Convert a file containing 16-bit short integers to 32-bit integers (both little-endian):
bined 4 's/(\w+)/${1}0000/g' source dest
Convert a Portable Pixmap image which contains only grayscale data to a Portable Graymap image:
bined 2 's/^50 36/50 35/; s/(\w\w) \1 \1/$1/g' src.ppm dest.pgm
The first substitution changes the ``P6'' (meaning colour) in the header to ``P5'' (grayscale). The second substitutes the common brightness value for the three equal colour values. This rests on the assumption that the ASCII header does not contain three equal characters in succession, so this does not work on image sizes like 1000 or 666.

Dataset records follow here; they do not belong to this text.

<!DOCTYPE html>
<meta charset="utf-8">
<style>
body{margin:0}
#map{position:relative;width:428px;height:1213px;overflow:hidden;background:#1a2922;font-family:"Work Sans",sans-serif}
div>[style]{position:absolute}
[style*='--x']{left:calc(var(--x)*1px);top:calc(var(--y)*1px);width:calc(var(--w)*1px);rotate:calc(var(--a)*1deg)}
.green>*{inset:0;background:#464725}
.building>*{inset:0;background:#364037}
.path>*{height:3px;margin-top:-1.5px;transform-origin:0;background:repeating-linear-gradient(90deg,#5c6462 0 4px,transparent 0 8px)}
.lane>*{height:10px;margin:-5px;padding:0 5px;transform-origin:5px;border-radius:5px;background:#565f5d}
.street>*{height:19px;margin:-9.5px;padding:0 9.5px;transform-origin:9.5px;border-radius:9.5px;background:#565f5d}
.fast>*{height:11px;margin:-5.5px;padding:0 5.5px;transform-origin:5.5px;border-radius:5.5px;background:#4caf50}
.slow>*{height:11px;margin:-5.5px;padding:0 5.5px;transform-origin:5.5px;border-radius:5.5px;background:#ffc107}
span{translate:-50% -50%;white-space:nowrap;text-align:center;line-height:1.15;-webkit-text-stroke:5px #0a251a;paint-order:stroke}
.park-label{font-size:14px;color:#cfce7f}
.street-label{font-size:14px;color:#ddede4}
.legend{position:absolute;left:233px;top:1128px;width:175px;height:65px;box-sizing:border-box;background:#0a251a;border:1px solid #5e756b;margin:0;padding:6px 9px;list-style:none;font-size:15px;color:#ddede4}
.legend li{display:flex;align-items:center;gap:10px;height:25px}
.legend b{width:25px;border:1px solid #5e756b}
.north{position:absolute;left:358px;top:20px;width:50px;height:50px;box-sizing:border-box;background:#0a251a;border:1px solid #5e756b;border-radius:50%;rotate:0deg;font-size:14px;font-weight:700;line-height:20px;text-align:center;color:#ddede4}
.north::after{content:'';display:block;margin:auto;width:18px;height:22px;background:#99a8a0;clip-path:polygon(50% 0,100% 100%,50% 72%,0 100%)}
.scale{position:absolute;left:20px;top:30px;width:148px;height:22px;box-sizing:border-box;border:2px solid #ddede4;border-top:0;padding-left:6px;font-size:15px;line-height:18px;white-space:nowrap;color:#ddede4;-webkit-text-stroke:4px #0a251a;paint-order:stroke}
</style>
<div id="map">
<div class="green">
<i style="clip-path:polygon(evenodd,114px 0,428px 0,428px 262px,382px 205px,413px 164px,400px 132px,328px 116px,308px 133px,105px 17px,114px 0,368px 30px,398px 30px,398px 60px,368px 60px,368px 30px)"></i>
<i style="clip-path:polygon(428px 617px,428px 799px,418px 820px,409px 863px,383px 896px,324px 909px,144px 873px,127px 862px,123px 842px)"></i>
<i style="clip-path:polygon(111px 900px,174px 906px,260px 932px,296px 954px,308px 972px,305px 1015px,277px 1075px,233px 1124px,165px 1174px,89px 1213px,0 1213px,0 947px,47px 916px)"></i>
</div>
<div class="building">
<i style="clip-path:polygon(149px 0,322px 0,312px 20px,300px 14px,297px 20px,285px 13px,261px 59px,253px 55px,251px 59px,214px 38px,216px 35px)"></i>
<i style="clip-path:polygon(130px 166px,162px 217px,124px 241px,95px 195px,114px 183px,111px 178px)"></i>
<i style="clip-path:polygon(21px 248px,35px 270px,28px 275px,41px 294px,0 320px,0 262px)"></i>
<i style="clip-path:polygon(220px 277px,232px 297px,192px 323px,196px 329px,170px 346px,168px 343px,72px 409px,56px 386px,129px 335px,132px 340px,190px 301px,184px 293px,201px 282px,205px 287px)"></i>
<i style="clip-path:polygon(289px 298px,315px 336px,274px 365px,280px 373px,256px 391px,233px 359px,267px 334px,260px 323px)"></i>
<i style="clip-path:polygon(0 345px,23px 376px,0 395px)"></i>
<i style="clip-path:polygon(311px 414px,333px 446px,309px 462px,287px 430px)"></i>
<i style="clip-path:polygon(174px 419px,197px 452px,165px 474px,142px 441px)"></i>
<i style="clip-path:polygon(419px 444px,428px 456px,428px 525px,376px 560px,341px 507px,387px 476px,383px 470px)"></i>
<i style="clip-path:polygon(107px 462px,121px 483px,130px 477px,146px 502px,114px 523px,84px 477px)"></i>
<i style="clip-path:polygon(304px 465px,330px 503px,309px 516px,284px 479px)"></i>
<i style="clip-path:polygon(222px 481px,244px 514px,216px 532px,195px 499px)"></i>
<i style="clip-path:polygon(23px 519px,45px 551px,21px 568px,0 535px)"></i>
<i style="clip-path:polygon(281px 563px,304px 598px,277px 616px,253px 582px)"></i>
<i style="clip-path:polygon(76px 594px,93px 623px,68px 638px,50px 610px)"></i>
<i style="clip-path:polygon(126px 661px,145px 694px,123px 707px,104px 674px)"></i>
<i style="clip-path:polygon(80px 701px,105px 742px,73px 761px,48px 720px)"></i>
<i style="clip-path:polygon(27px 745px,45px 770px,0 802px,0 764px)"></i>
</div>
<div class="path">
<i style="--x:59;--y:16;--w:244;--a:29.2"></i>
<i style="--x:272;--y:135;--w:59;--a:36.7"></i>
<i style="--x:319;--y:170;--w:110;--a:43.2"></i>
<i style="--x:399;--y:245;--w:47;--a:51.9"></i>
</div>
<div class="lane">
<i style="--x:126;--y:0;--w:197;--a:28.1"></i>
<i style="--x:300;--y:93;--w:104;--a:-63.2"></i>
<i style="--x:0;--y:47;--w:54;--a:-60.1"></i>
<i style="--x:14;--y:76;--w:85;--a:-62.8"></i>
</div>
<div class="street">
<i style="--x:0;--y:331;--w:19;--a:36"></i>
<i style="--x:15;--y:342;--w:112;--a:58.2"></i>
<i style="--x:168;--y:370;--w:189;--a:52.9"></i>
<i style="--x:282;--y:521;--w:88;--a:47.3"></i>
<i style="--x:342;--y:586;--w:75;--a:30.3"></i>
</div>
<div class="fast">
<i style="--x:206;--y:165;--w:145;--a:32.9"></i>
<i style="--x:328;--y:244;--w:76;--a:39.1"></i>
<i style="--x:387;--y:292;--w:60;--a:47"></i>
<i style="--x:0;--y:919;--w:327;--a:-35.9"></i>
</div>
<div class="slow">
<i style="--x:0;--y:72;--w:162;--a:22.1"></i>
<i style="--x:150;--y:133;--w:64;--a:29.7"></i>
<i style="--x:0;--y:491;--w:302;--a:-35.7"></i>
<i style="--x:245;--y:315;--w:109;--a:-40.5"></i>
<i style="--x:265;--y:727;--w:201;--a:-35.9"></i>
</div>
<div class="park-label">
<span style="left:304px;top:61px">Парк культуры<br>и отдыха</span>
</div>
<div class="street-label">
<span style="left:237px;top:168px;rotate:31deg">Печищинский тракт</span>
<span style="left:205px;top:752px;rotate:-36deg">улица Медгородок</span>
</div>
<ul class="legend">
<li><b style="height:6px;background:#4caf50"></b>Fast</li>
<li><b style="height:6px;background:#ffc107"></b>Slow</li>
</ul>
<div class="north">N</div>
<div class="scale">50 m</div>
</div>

Read a file containing fixed-size records 42 bytes long and print the little-endian short value at offset 16 from each record:
bined 84 's/\b\w{32}(\w\w)(\w\w)\w*/$2$1/g; s/\s/\n/g; print $_; exit;' \
datafile /dev/null
The exit is not strictly necessary but saves a little time by preventing the
unnecessary conversion back to binary. (The backslash at the end of the first
line only serves to tell the shell that the line will be continued; it is not
required of you type all this in the same line.) Similarly, conversions
between different fixed-size record formats are possible.
Convert a hex dump to binary:
bined 2 '$_=""; while( defined(my $ln=<STDIN>) ) { $_ .= $ln; }' \
/dev/null hexdata.bin < hexdata.dump
The number of digits was chosen arbitrarily. It affects only the conversion of
the original file, which is a dummy here anyway. If your hexdump contains
hexadecimal offsets at the beginning of each line, you have to remove them
first, for instance with the command cut -f 2-.
Compute a histogram of the bytes of a (small) file:
bined 0 'my @histo; while( $data =~ s/^(.)//s )
{ ++$histo[unpack("C", $1)]; }
for (0..255) { print "$_\t\t", $histo[$_] || 0, "\n"; }' \
file /dev/null
The histogram is generated while removing successive bytes from the start of
the hexdump. The oct function converts its argument to a number. To process
multi-byte values, choose a different unpack code (see the perlfunc
manual page). For bytes, the ord function could also have been used. In
the printing loop, $_ is the loop variable, not the hexdump. The backslash
after the first lines was omitted because the shell knows the quotes have not
been closed yet.
Traverse a file containing variable-length records which contain their 16-bit length at offset 2, and print the short integer at offset 4:
bined 0 'while( length($data) ) { $data= substr($data,2);
my $len= unpack("S", $data); $data= substr($data,$len-2);
$len= ($len-6)*2; s/^.{8}(.{4}).{$len}//; print $1, "\n"; }' \
file /dev/null
hexedit(1), bvi(1), xxd(1), sed(1)
bined is too slow for serious binary processing, and for large files.
Bug reports are welcome to the e-mail `perl' at the domain volkerschatz.com.
bined is (c) 2008 Volker Schatz. It is free software and may be copied and/or modified under the same terms as Perl.